Jovem itabirano reflete sobre identidade, epistemicídio e potência da juventude negra
Para Pedro Vitor, o Dia da Consciência Negra é um movimento de luta contra o apagamento da identidade e do legado do povo preto
Em um Brasil onde a população negra ainda enfrenta apagamentos históricos e estruturais, o Dia da Consciência Negra ganha novos significados quando visto pela lente de algumas trajetórias individuais. Para o itabirano Pedro Vitor, o “Vitinho”, de 27 anos, o 20 de novembro é, antes de tudo, um convite à reflexão profunda sobre identidade, herança, pertencimento e resistência.

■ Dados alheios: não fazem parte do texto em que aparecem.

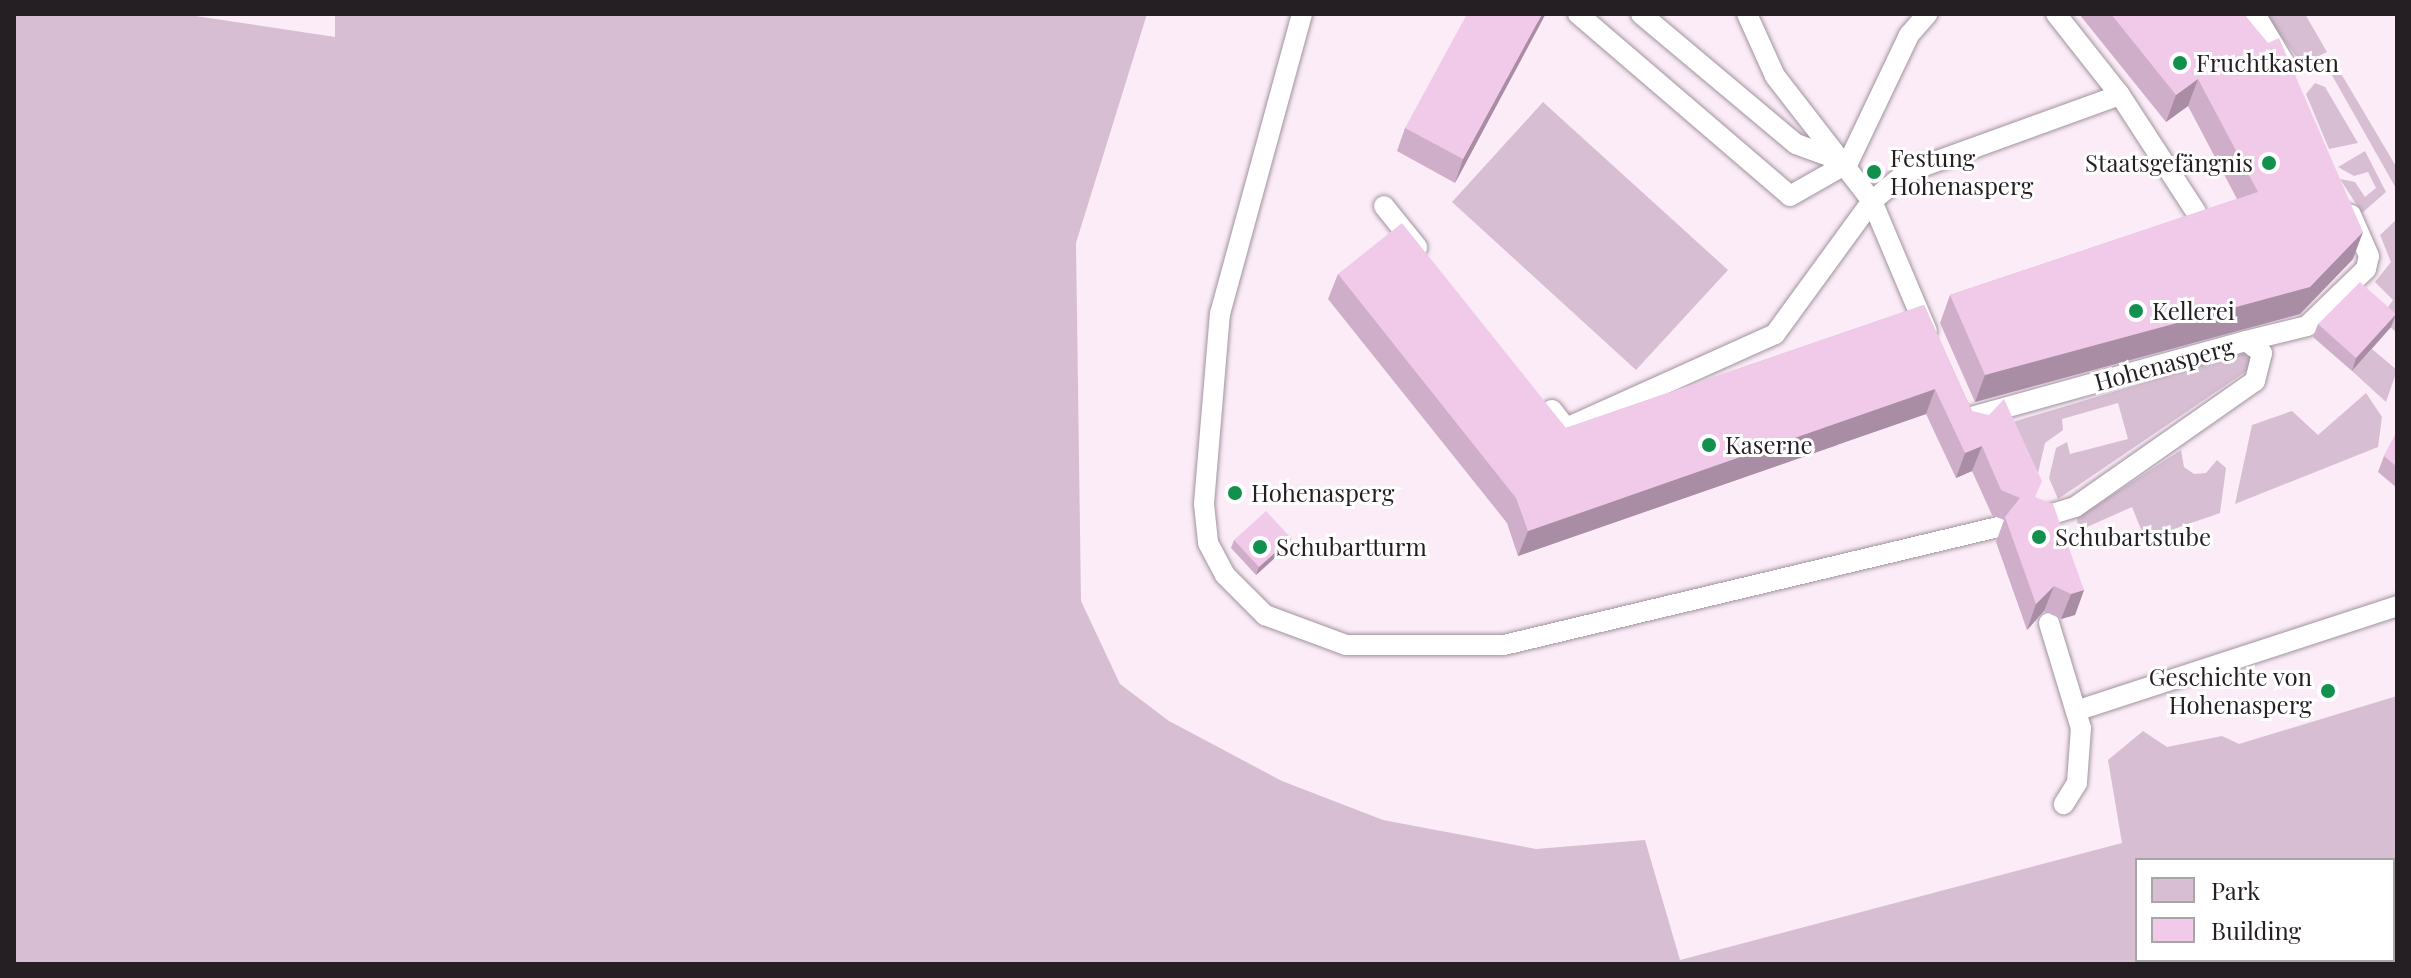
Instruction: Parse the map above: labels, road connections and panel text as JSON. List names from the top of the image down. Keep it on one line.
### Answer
{"streets":{"lane":["Hohenasperg"]},"places":["Fruchtkasten","Staatsgefängnis","Festung Hohenasperg","Kellerei","Kaserne","Hohenasperg","Schubartstube","Schubartturm","Geschichte von Hohenasperg"],"legend":["Park","Building"]}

Nascido e criado em um contexto de dificuldades econômicas, Vitinho reconhece que seu letramento racial chegou tardiamente, algo comum entre jovens negros no Brasil. “Eu percebi, depois que saí do ensino médio, que eu era uma pessoa negra. E lidar com isso no dia a dia foi o que me fez entender como essa estrutura me colocava à margem e tirava possibilidades”, conta.

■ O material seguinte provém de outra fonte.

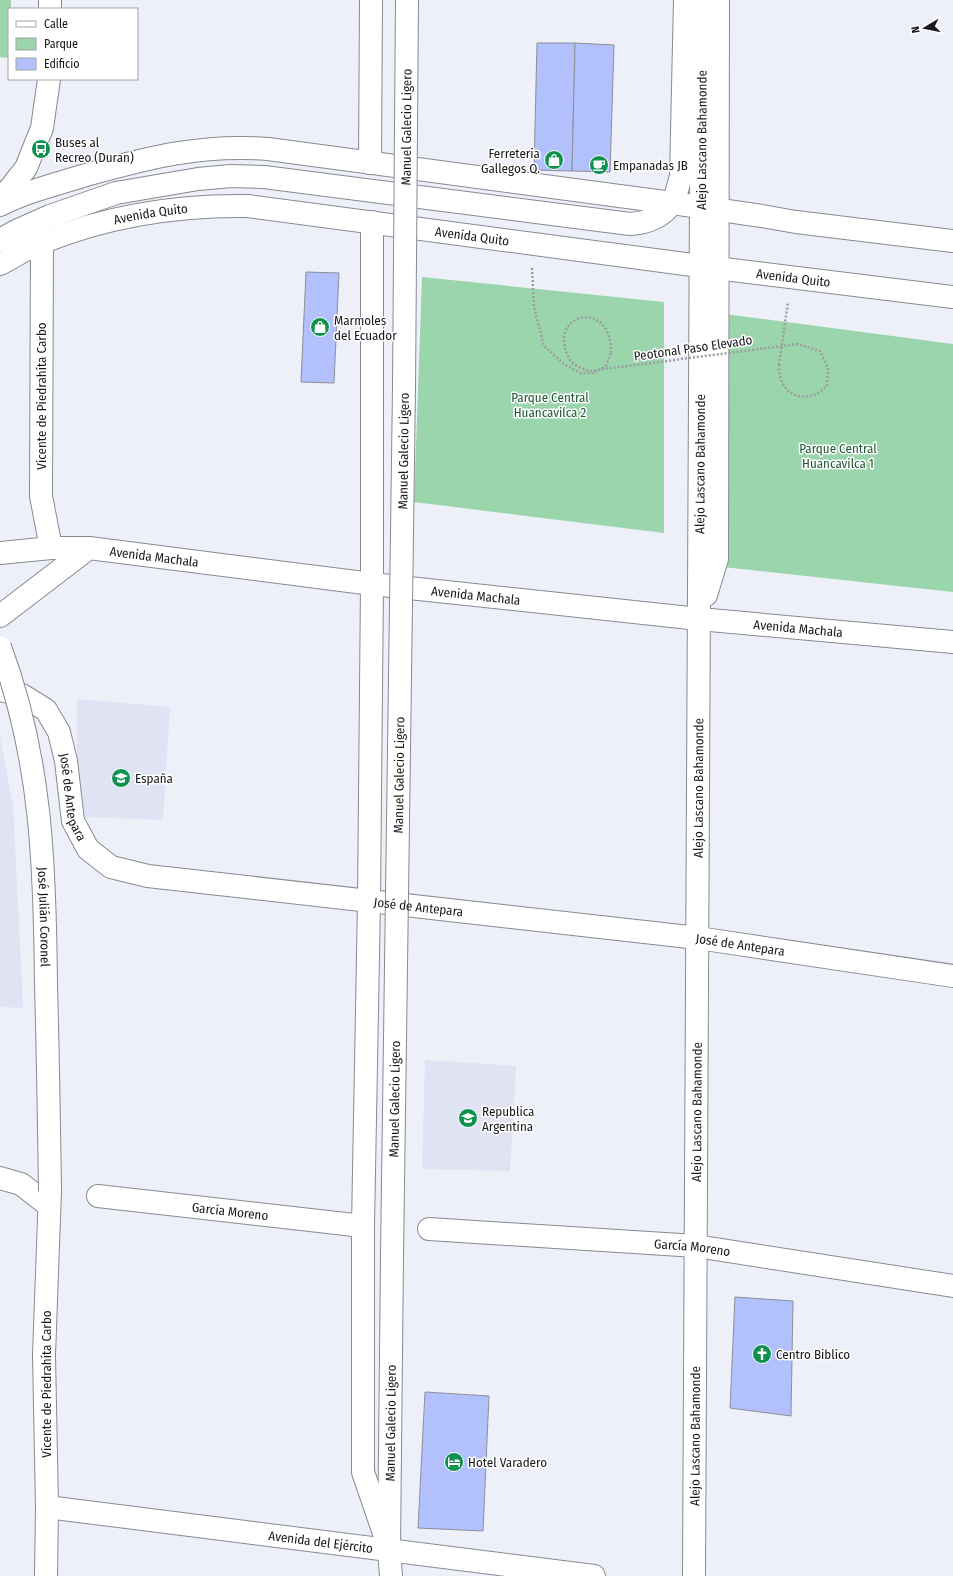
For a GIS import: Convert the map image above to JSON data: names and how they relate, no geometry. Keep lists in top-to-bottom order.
{
  "streets": {
    "street": [
      "Manuel Galecio Ligero",
      "Alejo Lascano Bahamonde",
      "Avenida Quito",
      "Vicente de Piedrahíta Carbo",
      "Avenida Machala",
      "José de Antepara",
      "José Julián Coronel",
      "García Moreno",
      "Avenida del Ejército"
    ],
    "path": ["Peotonal Paso Elevado"]
  },
  "crossings": [
    ["Manuel Galecio Ligero", "Avenida Quito"],
    ["Manuel Galecio Ligero", "Avenida Machala"],
    ["Manuel Galecio Ligero", "José de Antepara"],
    ["Manuel Galecio Ligero", "García Moreno"],
    ["Manuel Galecio Ligero", "Avenida del Ejército"],
    ["Alejo Lascano Bahamonde", "Avenida Quito"],
    ["Alejo Lascano Bahamonde", "Avenida Machala"],
    ["Alejo Lascano Bahamonde", "José de Antepara"],
    ["Alejo Lascano Bahamonde", "García Moreno"],
    ["Avenida Quito", "Peotonal Paso Elevado"],
    ["Avenida Quito", "Vicente de Piedrahíta Carbo"],
    ["Vicente de Piedrahíta Carbo", "Avenida Machala"],
    ["Vicente de Piedrahíta Carbo", "José Julián Coronel"],
    ["Vicente de Piedrahíta Carbo", "Avenida del Ejército"]
  ],
  "parks": ["Parque Central Huancavilca 2", "Parque Central Huancavilca 1"],
  "places": {
    "bus stop": ["Buses al Recreo (Duran)"],
    "shop": ["Ferretería Gallegos Q.", "Marmoles del Ecuador"],
    "cafe": ["Empanadas JB"],
    "school or university": ["España", "Republica Argentina"],
    "church": ["Centro Biblico"],
    "hotel": ["Hotel Varadero"]
  },
  "legend": ["Calle", "Parque", "Edificio"],
  "north": "left"
}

Ao ser questionado sobre suas referências negras, Pedro Vitor não citou grandes nomes da música, política ou academia. Sua principal inspiração está dentro de casa. “Minha avó é minha referência. Ela define tudo o que eu penso sobre raça. Como pessoa negra, como pessoa política, ela sempre será minha maior referência”, afirma. Para ele, reconhecer essa base é fundamental para compreender a própria trajetória e o papel que ocupa hoje enquanto homem negro em espaços institucionais.

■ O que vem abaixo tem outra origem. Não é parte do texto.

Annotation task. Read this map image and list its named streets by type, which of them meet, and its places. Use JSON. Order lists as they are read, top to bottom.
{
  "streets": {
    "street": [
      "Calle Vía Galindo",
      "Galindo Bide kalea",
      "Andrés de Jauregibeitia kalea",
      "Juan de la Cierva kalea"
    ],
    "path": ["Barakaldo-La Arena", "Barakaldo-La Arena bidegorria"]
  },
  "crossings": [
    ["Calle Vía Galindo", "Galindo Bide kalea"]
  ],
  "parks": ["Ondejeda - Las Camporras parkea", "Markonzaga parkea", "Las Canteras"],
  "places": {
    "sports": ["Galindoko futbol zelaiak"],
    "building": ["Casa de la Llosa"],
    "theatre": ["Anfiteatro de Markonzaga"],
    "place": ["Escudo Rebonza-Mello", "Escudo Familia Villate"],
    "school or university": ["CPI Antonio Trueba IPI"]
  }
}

Epistemicídio e a luta contra o apagamento
Pedro fala com naturalidade e firmeza sobre epistemicídio, o apagamento sistemático do conhecimento produzido por pessoas negras. Tema presente inclusive em suas poesias no Slam. “O epistemicídio fala sobre como a branquitude retira do negro coisas que ele construiu e o deixa à margem, como se não fosse parte dessa história”, explica. Para ele, o Dia da Consciência Negra é também um enfrentamento direto a esse processo.
“Quando a gente fala de consciência negra, fala de um sentimento coletivo. É um movimento de luta que atua o tempo todo para combater o apagamento da nossa identidade e do nosso legado”.
Entre tantas dimensões da cultura negra, como música, religiosidade, estética, ancestralidade, Vitinho destaca uma que, segundo ele, precisa ser cada vez mais valorizada: o conhecimento. “Desde o saber que nasce dentro de casa até o conhecimento acadêmico, tudo isso precisa ser celebrado. O conhecimento é a maior potência que a juventude negra possui”. Ele reforça que o jovem negro, muitas vezes, desconhece a própria força como sujeito político nos espaços que ocupa. Por isso, defende que o acesso ao estudo, ao debate e à construção coletiva de pensamento são passos essenciais para uma sociedade antirracista.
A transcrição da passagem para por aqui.